I also want it to be known that although news coverage slowed after early February, the pain of abuse for many did not fade. I am so moved and saddened by what other women have shared in the last few weeks about the abuse of positional power they experienced through their work at the State legislature. Some incidents are recent while others are decades old. Regardless, the trauma and the visceral effects are vivid and carried, and the tears that come from reliving these experiences are real.
It has taken a national and global groundswell of people to speak up, unite, and say, #MeToo and #TimesUp. Those who have been harassed can finally hear “I believe you” and are no longer as quickly judged. Yet every single one of the local women with whom I’ve spoken share that they were not and still do not feel able to come forward publicly. How can we be okay with that in our islands?
Like those who have come forward throughout the national #MeToo movement, as well as the women in Hawai‘i who have filed on their own behalf, we are speaking about our past experiences—regardless of how long ago—because the trauma remains and the abuse and culture still exist. We can all be better people, and we can all play roles in creating a different future for our children growing into adults. There is #MeToo…and we can be #UsAll.
What I hope to see
I was born and raised here and have dedicated my career to improving the quality of life for others, and this includes the privately funded One Shared Future Initiative I founded and lead to deepen and accelerate the public sector’s work.
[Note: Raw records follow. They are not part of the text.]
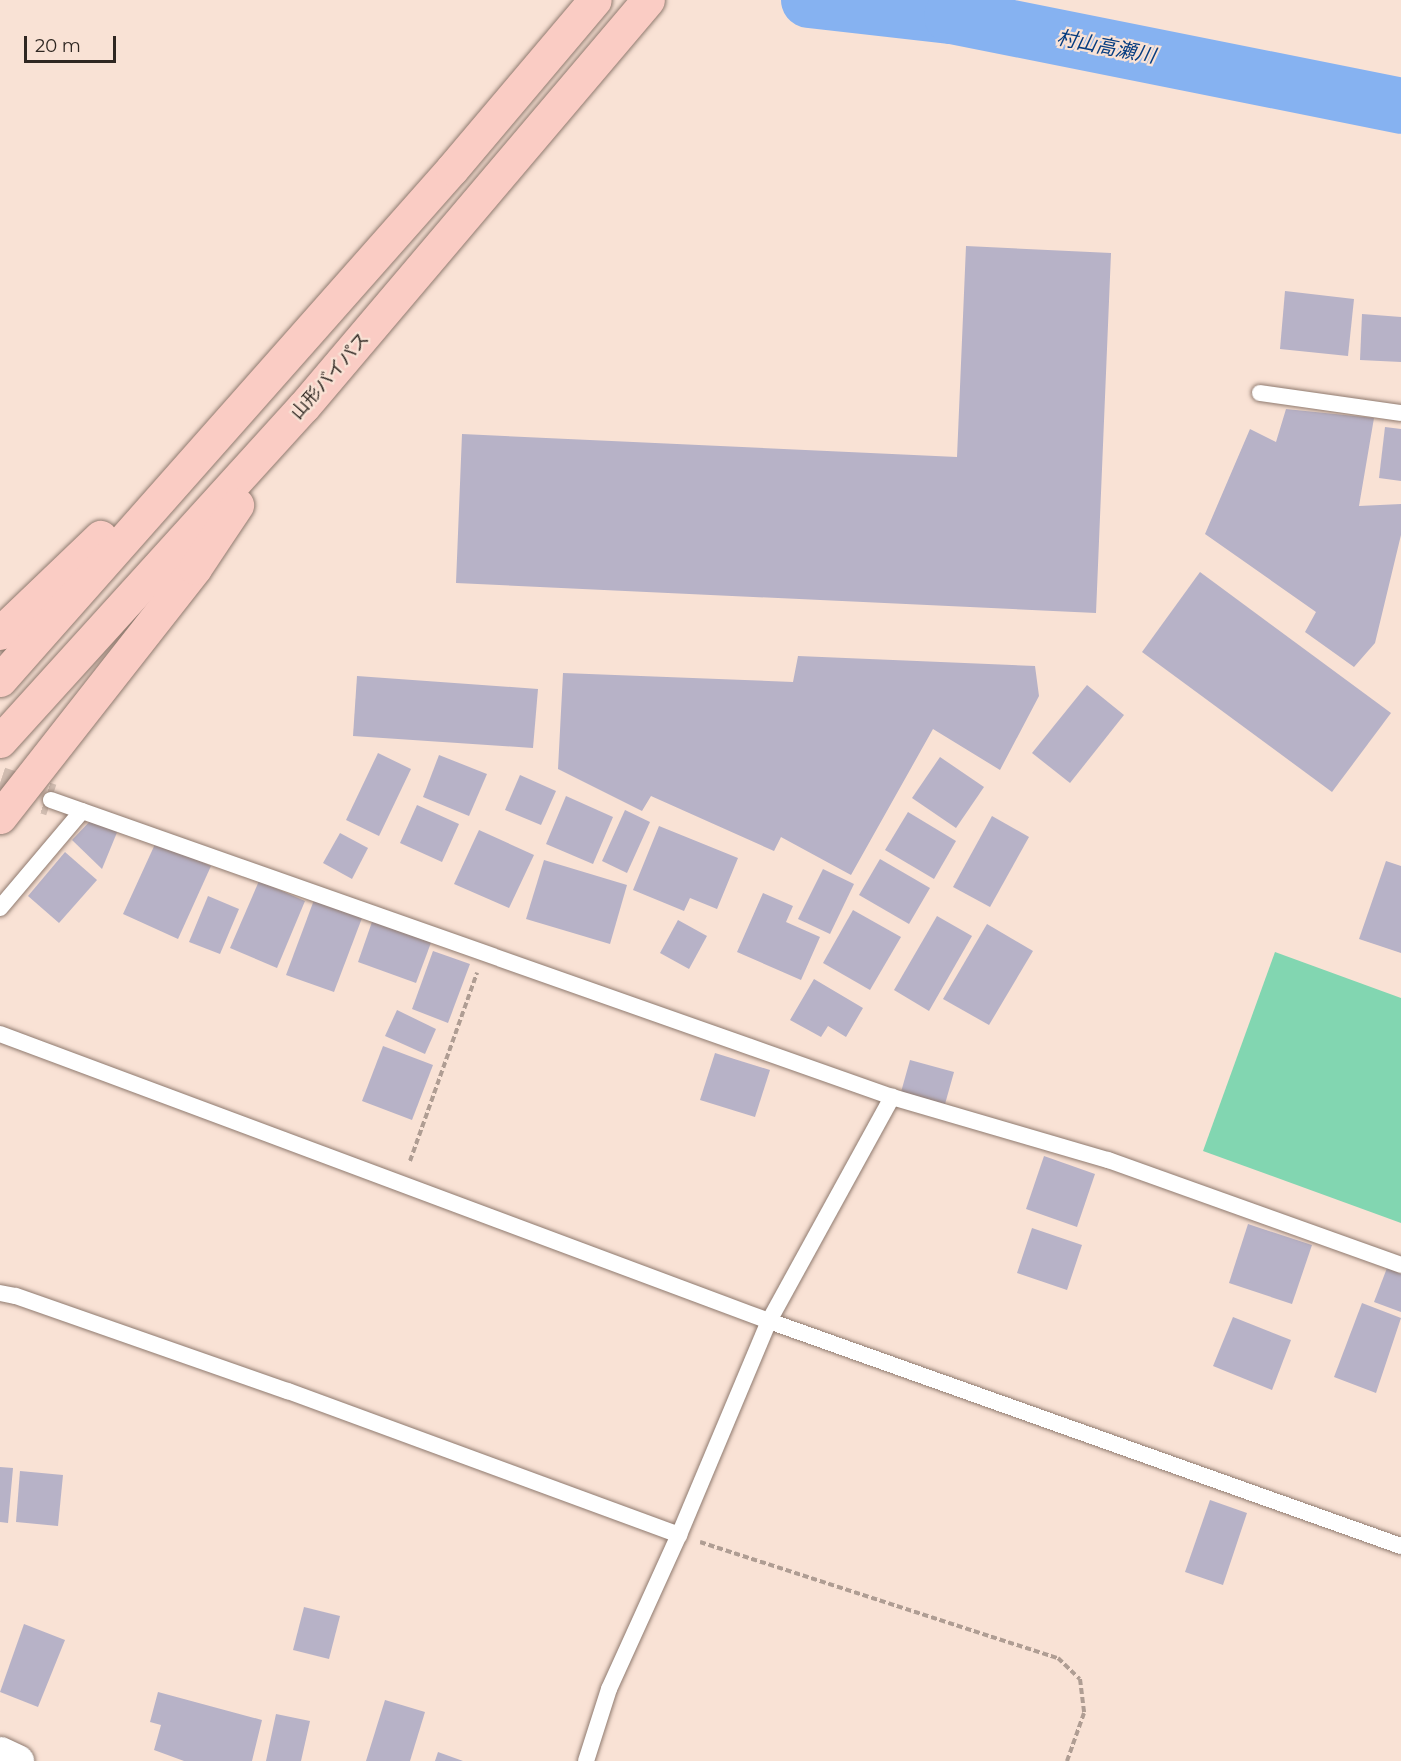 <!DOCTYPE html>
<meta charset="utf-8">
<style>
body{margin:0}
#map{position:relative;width:1401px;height:1761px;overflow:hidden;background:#f9e2d5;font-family:Montserrat,"Noto Sans JP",sans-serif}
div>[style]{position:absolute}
.green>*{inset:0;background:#82d6b1}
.river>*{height:56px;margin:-28px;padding:0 28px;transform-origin:28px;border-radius:28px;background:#86b2f1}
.building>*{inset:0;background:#b7b2c7}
.minor-tunnel>*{height:32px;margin-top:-16px;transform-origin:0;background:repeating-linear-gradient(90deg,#d1bdb1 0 32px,transparent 0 48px)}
.path>*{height:4px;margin-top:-2px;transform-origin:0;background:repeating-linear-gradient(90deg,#af9d93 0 6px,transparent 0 9px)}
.roads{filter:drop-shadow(0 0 2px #8f7a6f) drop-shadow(0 0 2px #8f7a6f)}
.service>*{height:16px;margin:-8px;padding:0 8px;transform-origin:8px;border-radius:8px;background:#fff}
.secondary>*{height:33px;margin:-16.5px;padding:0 16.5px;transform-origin:16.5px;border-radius:16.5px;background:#fff}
.trunk>*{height:33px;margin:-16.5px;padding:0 16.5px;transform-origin:16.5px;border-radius:16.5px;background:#faccc4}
span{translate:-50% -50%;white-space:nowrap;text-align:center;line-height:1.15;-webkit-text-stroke:4.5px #f9e2d5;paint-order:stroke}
.street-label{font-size:18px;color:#2f2722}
.water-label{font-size:20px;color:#053c80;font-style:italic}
.scale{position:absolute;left:24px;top:36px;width:92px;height:27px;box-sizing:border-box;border:3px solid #2f2722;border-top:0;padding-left:8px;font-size:18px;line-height:21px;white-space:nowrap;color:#2f2722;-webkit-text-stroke:4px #f9e2d5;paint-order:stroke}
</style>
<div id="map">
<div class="green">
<div style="clip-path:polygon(1275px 952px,1401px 998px,1401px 1223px,1203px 1151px)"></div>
</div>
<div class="river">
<div style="left:809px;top:0;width:144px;rotate:6.4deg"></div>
<div style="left:952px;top:16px;width:458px;rotate:11.3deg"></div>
</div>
<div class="building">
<div style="clip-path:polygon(966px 246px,1111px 253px,1096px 613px,456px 583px,462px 434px,957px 457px)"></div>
<div style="clip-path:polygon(1285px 291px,1354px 299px,1348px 356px,1280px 349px)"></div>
<div style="clip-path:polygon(1362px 314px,1401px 317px,1401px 362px,1360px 360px)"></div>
<div style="clip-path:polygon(1286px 409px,1374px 418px,1359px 506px,1401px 504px,1401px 535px,1375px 643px,1354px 667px,1305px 632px,1316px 612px,1205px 534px,1250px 429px,1276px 442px)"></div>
<div style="clip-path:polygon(1385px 427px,1401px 429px,1401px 481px,1379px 478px)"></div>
<div style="clip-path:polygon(1200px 572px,1391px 713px,1332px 792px,1142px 652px)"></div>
<div style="clip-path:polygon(798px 656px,1035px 666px,1039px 696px,1000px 770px,933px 729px,851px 875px,781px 837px,774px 851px,651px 796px,642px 811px,558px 769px,563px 673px,793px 682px)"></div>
<div style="clip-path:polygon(357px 676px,538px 689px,533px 748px,353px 736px)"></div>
<div style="clip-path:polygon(1087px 685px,1124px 715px,1070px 783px,1032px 753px)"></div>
<div style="clip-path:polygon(378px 753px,411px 769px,379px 836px,346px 820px)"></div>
<div style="clip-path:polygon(439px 755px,487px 774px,469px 816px,423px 797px)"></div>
<div style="clip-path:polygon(940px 757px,984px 787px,956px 828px,912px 798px)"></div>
<div style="clip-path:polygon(520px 775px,556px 791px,541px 825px,505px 810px)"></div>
<div style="clip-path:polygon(566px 796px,613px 817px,593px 864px,546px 844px)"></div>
<div style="clip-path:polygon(417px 805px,459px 824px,442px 862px,400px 843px)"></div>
<div style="clip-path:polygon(625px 810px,650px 822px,627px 873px,602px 861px)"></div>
<div style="clip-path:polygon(908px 812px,956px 841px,934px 879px,885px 850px)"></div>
<div style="clip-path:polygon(992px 816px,1029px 837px,990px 907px,953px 887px)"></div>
<div style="clip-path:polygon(92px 819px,118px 830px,102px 869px,72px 840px)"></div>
<div style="clip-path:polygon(659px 826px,738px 858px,717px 909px,690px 898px,684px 911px,633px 890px)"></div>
<div style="clip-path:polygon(479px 830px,534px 855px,509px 908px,454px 884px)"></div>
<div style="clip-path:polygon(340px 833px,368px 848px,352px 879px,323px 863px)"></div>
<div style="clip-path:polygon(156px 842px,211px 866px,178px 939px,123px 914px)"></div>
<div style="clip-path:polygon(65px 852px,97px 880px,59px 923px,28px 896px)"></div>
<div style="clip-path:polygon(880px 859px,930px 888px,909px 924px,859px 895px)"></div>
<div style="clip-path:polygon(544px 860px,627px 885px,610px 944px,526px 919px)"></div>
<div style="clip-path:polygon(1386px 861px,1401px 866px,1401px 953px,1359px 939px)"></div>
<div style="clip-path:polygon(823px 869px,854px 884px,830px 934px,798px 919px)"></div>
<div style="clip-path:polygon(259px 881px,305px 901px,277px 968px,230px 948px)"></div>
<div style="clip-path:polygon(763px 893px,793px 906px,786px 922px,820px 937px,801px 980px,737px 952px)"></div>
<div style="clip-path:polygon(208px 896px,239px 909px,220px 954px,189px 942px)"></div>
<div style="clip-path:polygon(314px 900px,362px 918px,334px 992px,286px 975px)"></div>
<div style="clip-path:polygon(853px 910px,901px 937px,870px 990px,823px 963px)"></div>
<div style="clip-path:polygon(937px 916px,972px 936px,929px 1011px,894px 990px)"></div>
<div style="clip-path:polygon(373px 919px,432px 940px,416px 983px,358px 962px)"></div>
<div style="clip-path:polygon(678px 920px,707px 936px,689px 969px,660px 953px)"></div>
<div style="clip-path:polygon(987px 924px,1033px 951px,989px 1025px,943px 999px)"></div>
<div style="clip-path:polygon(433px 951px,470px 964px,448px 1023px,412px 1009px)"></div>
<div style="clip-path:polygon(814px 979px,863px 1008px,846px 1037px,828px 1026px,821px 1037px,790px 1020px)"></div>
<div style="clip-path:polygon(397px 1010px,436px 1029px,425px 1054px,385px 1036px)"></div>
<div style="clip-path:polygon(383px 1046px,433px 1065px,412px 1120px,362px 1101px)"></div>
<div style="clip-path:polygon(715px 1053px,770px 1070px,755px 1117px,700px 1100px)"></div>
<div style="clip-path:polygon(910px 1060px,954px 1072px,945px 1104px,901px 1092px)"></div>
<div style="clip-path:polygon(1044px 1156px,1095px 1174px,1077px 1227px,1026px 1209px)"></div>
<div style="clip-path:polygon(1248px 1224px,1312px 1245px,1292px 1304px,1229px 1283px)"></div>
<div style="clip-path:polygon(1032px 1228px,1082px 1245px,1067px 1290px,1017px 1273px)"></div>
<div style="clip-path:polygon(1387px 1268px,1401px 1274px,1401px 1312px,1374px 1302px)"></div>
<div style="clip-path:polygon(1362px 1303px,1401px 1318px,1376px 1393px,1334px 1377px)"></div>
<div style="clip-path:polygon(1233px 1317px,1291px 1340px,1272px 1390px,1213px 1366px)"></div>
<div style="clip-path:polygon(0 1467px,13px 1468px,8px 1523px,0 1522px)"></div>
<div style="clip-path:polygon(20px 1471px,63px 1475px,58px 1526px,16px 1522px)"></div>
<div style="clip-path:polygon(1210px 1500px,1247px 1513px,1223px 1585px,1185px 1572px)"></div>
<div style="clip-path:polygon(304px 1607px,340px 1616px,329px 1659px,293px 1650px)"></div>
<div style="clip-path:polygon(24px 1624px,65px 1640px,38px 1707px,0 1692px)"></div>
<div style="clip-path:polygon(158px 1692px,262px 1720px,252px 1761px,184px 1761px,154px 1750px,161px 1725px,150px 1722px)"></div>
<div style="clip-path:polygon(385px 1700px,425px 1712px,410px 1761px,366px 1761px)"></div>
<div style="clip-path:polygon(276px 1714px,310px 1721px,301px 1761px,266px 1761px)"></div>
<div style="clip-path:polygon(438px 1752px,463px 1761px,435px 1761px)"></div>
</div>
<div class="minor-tunnel">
<div style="left:0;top:783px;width:54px;rotate:18.4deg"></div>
</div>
<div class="path">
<div style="left:410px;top:1161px;width:200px;rotate:-70.4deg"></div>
<div style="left:700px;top:1542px;width:376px;rotate:18deg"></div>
<div style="left:1058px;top:1658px;width:30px;rotate:44deg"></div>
<div style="left:1080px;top:1679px;width:34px;rotate:83deg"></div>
<div style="left:1084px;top:1713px;width:51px;rotate:109.5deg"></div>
</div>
<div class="roads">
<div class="service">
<div style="left:1260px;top:393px;width:142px;rotate:8.1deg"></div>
<div style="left:51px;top:800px;width:892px;rotate:19.45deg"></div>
<div style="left:892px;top:1097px;width:225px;rotate:16.3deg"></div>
<div style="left:1108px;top:1160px;width:311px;rotate:19.7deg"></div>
<div style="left:0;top:908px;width:127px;rotate:-49.8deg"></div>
<div style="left:0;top:1034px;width:821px;rotate:20.47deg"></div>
<div style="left:769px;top:1321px;width:671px;rotate:19.6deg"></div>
<div style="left:0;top:1293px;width:16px;rotate:11deg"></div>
<div style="left:16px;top:1296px;width:288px;rotate:19.3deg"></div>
<div style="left:288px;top:1391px;width:417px;rotate:20.2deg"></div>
<div style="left:586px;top:1761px;width:76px;rotate:-72.3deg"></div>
<div style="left:609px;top:1689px;width:169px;rotate:-65.6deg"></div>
<div style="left:679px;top:1535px;width:232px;rotate:-67.2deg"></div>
<div style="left:769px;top:1321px;width:256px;rotate:-61.2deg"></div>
</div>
<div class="secondary">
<div style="left:0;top:1753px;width:19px;rotate:25deg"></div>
</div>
<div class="trunk">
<div style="left:0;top:633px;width:139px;rotate:-43.8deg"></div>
<div style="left:0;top:680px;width:682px;rotate:-48.51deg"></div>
<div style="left:452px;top:169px;width:221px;rotate:-49.8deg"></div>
<div style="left:0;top:741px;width:452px;rotate:-47.8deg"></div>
<div style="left:304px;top:406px;width:532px;rotate:-49.73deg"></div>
<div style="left:0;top:817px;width:316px;rotate:-51.9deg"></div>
<div style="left:195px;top:568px;width:76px;rotate:-56.3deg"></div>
</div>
</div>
<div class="street-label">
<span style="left:330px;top:376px;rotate:-49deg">山形バイパス</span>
</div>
<div class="water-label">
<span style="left:1106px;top:47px;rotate:11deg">村山高瀬川</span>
</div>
<div class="scale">20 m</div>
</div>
Our values of mutual respect, diversity, inclusion, and aloha (which is taught and shared by our host culture) are a big part of what makes Hawai‘i so special. These are our highest common numerators, which allow us to come together for change. We can move to a place where the future can be free of bullying, coercion, and harassment in local places of work and in our government.
Many of us share the goals of coming together around our common values to create safe spaces for inclusive, substantive conversations about this uncomfortable topic and for survivors of sexual harassment at the workplace to confidentially tell their stories. People and organizations are stepping forward to support this. Please be a part of what’s to come!